Bild: Das Wachstum soll auch in diesem Jahr etwas abflauen
BERLIN taz | Wenn man Gustav Horns Analysen zur deutschen
Wirtschaftsentwicklung 2019 lauscht, beschleicht einen das Gefühl: „Das
habe ich doch schon einmal gehört.“ In der Tat ähneln die Erörterungen des
Direktors des Instituts für Makroökonomie und Konjunkturforschung (IMK) zur
am Donnerstag vorgestellten Konjunkturprognose in vielen Punkten den
Einschätzungen anderer Institute. Es ist mehr als ungewöhnlich, dass das
gewerkschaftsnahe IMK mit seinen Einschätzungen so nah am unabhängigen
Deutschen Institut für Wirtschaftsforschung (DIW) und am arbeitgebernahen
Institut der deutschen Wirtschaft (IW) liegt.
Auch Horn sieht im angelaufenen Jahr [1][„hohe Risiken und Unsicherheiten“]
auf die deutsche Wirtschaft zukommen – vor allem durch die Unwägbarkeiten
bei der Ausgestaltung des EU-Austritts Großbritanniens (Brexit) und den
Handelskonflikt zwischen der EU und den USA. Genau wie DIW und IW.
Trotz ähnlicher Prämissen kommen jedoch alle Institute auf unterschiedliche
Wachstumsprognosen für die deutsche Wirtschaft. Das IW rechnet 2019 mit nur
1,2 Prozent Steigerung, während das DIW mit 1,6 Prozent, das IMK sogar mit
1,7 Prozent rechnet. Zum Vergleich: 2018 betrug das Wachstum laut
Bundesbank 1,5 Prozent und lag damit weit unter den 2,2 Prozent von 2017.

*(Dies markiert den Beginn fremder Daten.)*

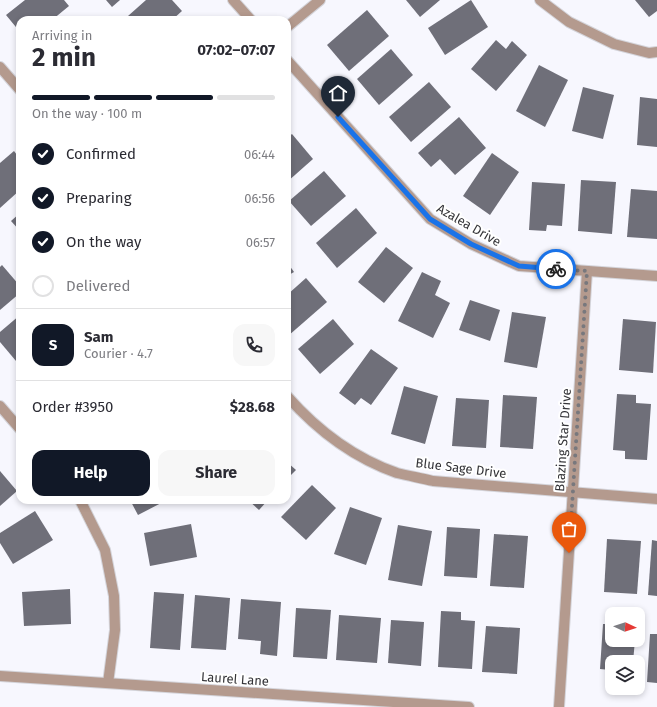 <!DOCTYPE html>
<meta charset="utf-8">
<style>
body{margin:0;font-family:"Fira Sans",sans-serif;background:#f7f7f7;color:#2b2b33;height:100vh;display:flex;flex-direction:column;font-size:15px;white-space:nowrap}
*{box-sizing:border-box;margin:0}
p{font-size:13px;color:#7c7c81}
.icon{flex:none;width:22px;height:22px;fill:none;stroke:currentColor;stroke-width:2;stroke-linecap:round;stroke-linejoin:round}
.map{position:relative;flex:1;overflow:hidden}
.side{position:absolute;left:16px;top:16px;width:275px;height:488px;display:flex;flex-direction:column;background:#fff;border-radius:12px;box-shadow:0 2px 6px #0003}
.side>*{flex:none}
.needle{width:26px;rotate:94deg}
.fabs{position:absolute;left:605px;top:607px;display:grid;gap:8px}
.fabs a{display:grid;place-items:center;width:40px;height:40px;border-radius:8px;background:#fff;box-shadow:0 2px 6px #0003;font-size:20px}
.pin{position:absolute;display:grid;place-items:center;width:34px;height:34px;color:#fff;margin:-41px -17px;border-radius:50% 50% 50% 0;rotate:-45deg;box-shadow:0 0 4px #0007}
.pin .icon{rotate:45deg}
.courier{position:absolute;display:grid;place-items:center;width:40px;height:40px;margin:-20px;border:3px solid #1a73e8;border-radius:50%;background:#fff;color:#222;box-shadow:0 1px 5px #0007}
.headline em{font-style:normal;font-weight:700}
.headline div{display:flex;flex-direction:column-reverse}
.headline{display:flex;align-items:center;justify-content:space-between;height:68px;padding:0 16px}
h1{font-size:26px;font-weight:700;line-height:30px}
.bar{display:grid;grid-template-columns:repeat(4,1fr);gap:6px 4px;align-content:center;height:48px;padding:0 16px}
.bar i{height:5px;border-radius:3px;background:#e1e1e2}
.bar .active{background:#111827}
.bar p{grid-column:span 4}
.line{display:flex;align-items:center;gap:10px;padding:0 16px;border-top:1px solid #e1e1e2}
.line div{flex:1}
.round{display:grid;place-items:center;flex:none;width:42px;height:42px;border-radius:12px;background:#f7f7f7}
ol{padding:0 16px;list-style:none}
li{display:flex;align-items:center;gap:12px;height:44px}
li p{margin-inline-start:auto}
li .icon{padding:4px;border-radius:50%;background:#111827;color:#fff;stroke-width:4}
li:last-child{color:#7c7c81}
li i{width:22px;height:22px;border:2px solid #e1e1e2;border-radius:50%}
.primary-button{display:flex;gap:8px;margin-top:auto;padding:8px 16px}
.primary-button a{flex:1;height:46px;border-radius:12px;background:#111827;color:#fff;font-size:16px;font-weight:700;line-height:46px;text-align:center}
.primary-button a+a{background:#f7f7f7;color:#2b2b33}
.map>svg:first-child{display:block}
</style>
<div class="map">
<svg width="657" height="707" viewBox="0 0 657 707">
<rect width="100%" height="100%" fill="#f7f7fe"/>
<g fill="#6f6f79">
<path d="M 25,0 L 64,0 L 69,6 L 52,20 L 20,20 L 20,32 L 6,15 Z"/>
<path d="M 106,0 L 120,0 L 112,7 Z"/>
<path d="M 146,0 L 172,0 L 182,11 L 172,20 L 131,20 L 128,16 Z"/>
<path d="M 406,0 L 440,0 L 420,17 Z"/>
<path d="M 471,0 L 488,27 L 445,55 L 428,28 Z"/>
<path d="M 635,0 L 657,0 L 657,11 L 649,17 Z"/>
<path d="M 367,10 L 389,36 L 349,71 L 327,45 Z"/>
<path d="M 496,40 L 506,49 L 512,41 L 527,55 L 496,91 L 471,69 Z"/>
<path d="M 391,49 L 413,75 L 379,105 L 357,79 Z"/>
<path d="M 539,65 L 568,80 L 545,127 L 516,111 Z"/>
<path d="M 429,82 L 451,107 L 411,142 L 389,117 Z"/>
<path d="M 583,87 L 614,95 L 603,139 L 572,131 Z"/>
<path d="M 640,97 L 657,99 L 657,147 L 637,145 Z"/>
<path d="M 459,117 L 486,148 L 455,175 L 440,159 L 431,167 L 418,153 Z"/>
<path d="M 292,134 L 313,159 L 287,182 L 287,138 Z"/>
<path d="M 14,151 L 20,159 L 20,190 L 0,208 L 0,163 Z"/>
<path d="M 492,153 L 519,172 L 490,215 L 463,196 Z"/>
<path d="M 324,171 L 346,196 L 311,226 L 289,201 Z"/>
<path d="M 581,180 L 616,182 L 612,234 L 578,231 Z"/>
<path d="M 532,182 L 565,184 L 562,226 L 547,225 L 546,231 L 529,230 Z"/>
<path d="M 631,189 L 657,191 L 657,239 L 627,237 Z"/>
<path d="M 356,208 L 377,233 L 337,268 L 316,243 Z"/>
<path d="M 20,213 L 20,231 L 11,221 Z"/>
<path d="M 386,247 L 413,268 L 384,303 L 358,282 Z"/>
<path d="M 287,262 L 294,272 L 287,276 Z"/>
<path d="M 2,265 L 20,286 L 20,293 L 0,310 L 0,267 Z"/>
<path d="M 422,272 L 441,281 L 435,295 L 450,303 L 433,338 L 398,321 Z"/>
<path d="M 306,278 L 327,302 L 288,336 L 287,295 Z"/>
<path d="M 470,300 L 500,310 L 490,341 L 459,330 Z"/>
<path d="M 512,312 L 546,317 L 537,368 L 504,362 Z"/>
<path d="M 20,315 L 20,358 L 16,361 L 0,342 L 0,332 Z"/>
<path d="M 333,319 L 354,344 L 320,374 L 298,349 Z"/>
<path d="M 623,319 L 656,322 L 653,373 L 619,370 Z"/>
<path d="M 371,349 L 398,368 L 371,405 L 361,398 L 355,405 L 339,393 Z"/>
<path d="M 404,386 L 438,396 L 425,444 L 391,434 Z"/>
<path d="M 617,394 L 636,395 L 636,403 L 651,404 L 647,460 L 625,459 L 625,451 L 613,450 Z"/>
<path d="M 503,395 L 537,397 L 533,449 L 500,447 Z"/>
<path d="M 456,398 L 489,400 L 486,448 L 452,446 Z"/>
<path d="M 287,462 L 296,470 L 287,479 Z"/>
<path d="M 0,471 L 17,491 L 0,506 Z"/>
<path d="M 312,485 L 336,508 L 306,540 L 281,517 Z"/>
<path d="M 130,500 L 167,500 L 138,515 Z"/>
<path d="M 248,500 L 268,500 L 259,510 Z"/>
<path d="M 350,507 L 382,518 L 366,565 L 334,554 Z"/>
<path d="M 35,511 L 53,540 L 13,564 L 0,543 L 0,533 Z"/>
<path d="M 191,524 L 197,557 L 150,566 L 144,533 Z"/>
<path d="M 398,525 L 432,531 L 422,586 L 388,580 Z"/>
<path d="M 447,527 L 480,529 L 477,578 L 444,576 Z"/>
<path d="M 494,534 L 528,536 L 524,588 L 490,586 Z"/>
<path d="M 607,539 L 641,541 L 637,594 L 604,592 Z"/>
<path d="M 652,540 L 657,541 L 657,596 L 648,595 Z"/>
<path d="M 70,589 L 71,624 L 24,626 L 22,592 Z"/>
<path d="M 154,592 L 184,594 L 180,650 L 150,648 Z"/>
<path d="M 195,595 L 230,598 L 226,650 L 191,648 Z"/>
<path d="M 241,599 L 281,602 L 277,656 L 260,654 L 261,641 L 238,639 Z"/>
<path d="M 296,608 L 331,610 L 327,659 L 293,657 Z"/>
<path d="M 441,611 L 461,612 L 461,620 L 475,621 L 472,669 L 438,667 Z"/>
<path d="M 339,615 L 381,618 L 377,663 L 336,660 Z"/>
<path d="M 391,620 L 424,622 L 421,666 L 388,663 Z"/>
<path d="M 603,624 L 612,624 L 612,640 L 635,640 L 633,662 L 612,662 L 612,680 L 609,680 L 610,670 L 600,669 Z"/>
<path d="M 486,626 L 520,628 L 517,674 L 482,672 Z"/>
<path d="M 650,634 L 657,634 L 657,683 L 647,682 Z"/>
</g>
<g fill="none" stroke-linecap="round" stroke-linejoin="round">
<defs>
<g id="minor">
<path d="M 233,0 L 251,20"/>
<path d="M 540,0 L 569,22 L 614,44 L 649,53 L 657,52"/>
<path d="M 287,27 L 320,0"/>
<path d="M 287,60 L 430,219 L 471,244 L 519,266 L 657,276"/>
<path d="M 0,67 L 20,90"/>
<path d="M 287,396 C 317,430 354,458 397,473 C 409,476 421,478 433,481 L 657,499"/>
<path d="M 0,406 L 20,429"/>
<path d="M 80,500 L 105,550 L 114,596 L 115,630 L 108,683"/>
<path d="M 0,676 L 469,707"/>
<path d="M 559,707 L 587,271"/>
</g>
</defs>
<use href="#minor" stroke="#d4d4da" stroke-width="12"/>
<use href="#minor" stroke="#b49a8e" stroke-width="10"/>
</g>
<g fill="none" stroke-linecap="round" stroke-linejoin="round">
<path stroke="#78787d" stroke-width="4" stroke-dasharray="0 7.2" d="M 556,269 L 587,271 L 569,553"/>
<path stroke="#1a73e8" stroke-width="5" d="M 338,117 L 430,219 L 471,244 L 519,266 L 556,269"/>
</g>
<g text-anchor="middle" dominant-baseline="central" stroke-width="4" stroke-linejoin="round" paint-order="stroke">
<g font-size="13" fill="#343438" stroke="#fff">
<text transform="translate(469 225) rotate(30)">Azalea Drive</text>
<text transform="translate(563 440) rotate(-86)">Blazing Star Drive</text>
<text transform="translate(461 468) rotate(7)">Blue Sage Drive</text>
<text transform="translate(235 679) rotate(4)">Laurel Lane</text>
</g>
</g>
</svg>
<div class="fabs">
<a><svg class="needle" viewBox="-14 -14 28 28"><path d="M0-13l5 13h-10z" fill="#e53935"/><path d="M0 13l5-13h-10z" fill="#7c7c81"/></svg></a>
<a><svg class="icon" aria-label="layers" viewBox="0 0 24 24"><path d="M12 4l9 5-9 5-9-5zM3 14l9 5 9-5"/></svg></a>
</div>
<div class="pin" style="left:569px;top:553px;background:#ea580c"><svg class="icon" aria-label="bag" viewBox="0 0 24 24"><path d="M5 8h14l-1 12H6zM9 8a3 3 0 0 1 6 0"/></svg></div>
<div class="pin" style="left:338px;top:117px;background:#1f2937"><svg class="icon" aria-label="home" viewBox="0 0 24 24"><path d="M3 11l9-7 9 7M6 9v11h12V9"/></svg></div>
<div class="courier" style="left:556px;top:269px"><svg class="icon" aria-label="bike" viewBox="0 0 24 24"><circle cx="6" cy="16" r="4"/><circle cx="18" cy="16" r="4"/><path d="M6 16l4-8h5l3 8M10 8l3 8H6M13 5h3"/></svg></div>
<section class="side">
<div class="headline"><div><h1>2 min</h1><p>Arriving in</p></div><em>07:02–07:07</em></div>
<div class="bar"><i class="active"></i><i class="active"></i><i class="active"></i><i></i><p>On the way · 100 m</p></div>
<ol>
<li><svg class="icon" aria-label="check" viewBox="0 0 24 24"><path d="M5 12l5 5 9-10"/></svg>Confirmed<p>06:44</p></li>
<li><svg class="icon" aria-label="check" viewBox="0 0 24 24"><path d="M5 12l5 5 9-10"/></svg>Preparing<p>06:56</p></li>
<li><svg class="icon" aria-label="check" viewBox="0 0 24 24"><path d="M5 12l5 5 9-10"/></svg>On the way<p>06:57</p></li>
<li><i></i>Delivered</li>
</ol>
<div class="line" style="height:72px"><b class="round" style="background:#111827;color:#fff">S</b><div><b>Sam</b><p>Courier · 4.7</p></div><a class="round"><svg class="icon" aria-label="phone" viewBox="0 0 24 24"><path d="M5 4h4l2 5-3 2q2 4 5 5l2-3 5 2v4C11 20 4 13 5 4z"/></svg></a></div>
<div class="line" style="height:52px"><div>Order #3950</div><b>$28.68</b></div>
<div class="primary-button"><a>Help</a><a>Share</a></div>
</section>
</div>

IW und DIW sind sich auch darüber einig, warum das Wachstum im vergangenen
Jahr abflaute: Wegen Zertifizierungsproblemen hätten die deutschen
Autobauer nicht so viele Fahrzeuge absetzen können wie gedacht.
Die Analysen ähneln sich, die Prognosen gehen weit auseinander. Woran liegt
das? Der Bremer Ökonom Rudolf Hickel macht dafür die unterschiedliche
Gewichtung vieler Konjunkturfaktoren verantwortlich. Das IW gewichte die
Risiken durch Brexit und transatlantischen Handelsdisput höher. „Allerdings
neigt das wirtschaftsnahe IW auch deshalb zu pessimistischen Aussichten, um
die Bundesregierung zu politischen Maßnahmen im Sinne der Arbeitgeber zu
animieren“, sagt Hickel. Der emeritierte Finanzwissenschaftler hält die
niedrige Prognose des IW dennoch für realistischer als die optimistischere
des IMK.
Vor allem [2][in den vergangenen beiden Jahren] haben sich die Prognosen
der Wirtschaftsforschungsinstitute allerdings häufiger als falsch erwiesen
– zwischen 0,5 und 0,8 Prozent lagen die drei Einrichtungen im Schnitt
beispielsweise 2018 daneben.
Hickel bemängelt, dass die Umbrüche etwa durch wachsenden Protektionismus
und den Brexit in den Prognosen nicht ausreichend erfasst würden. Gerade
seit der letzten Finanzkrise seien wachsende Unsicherheiten hinzugekommen.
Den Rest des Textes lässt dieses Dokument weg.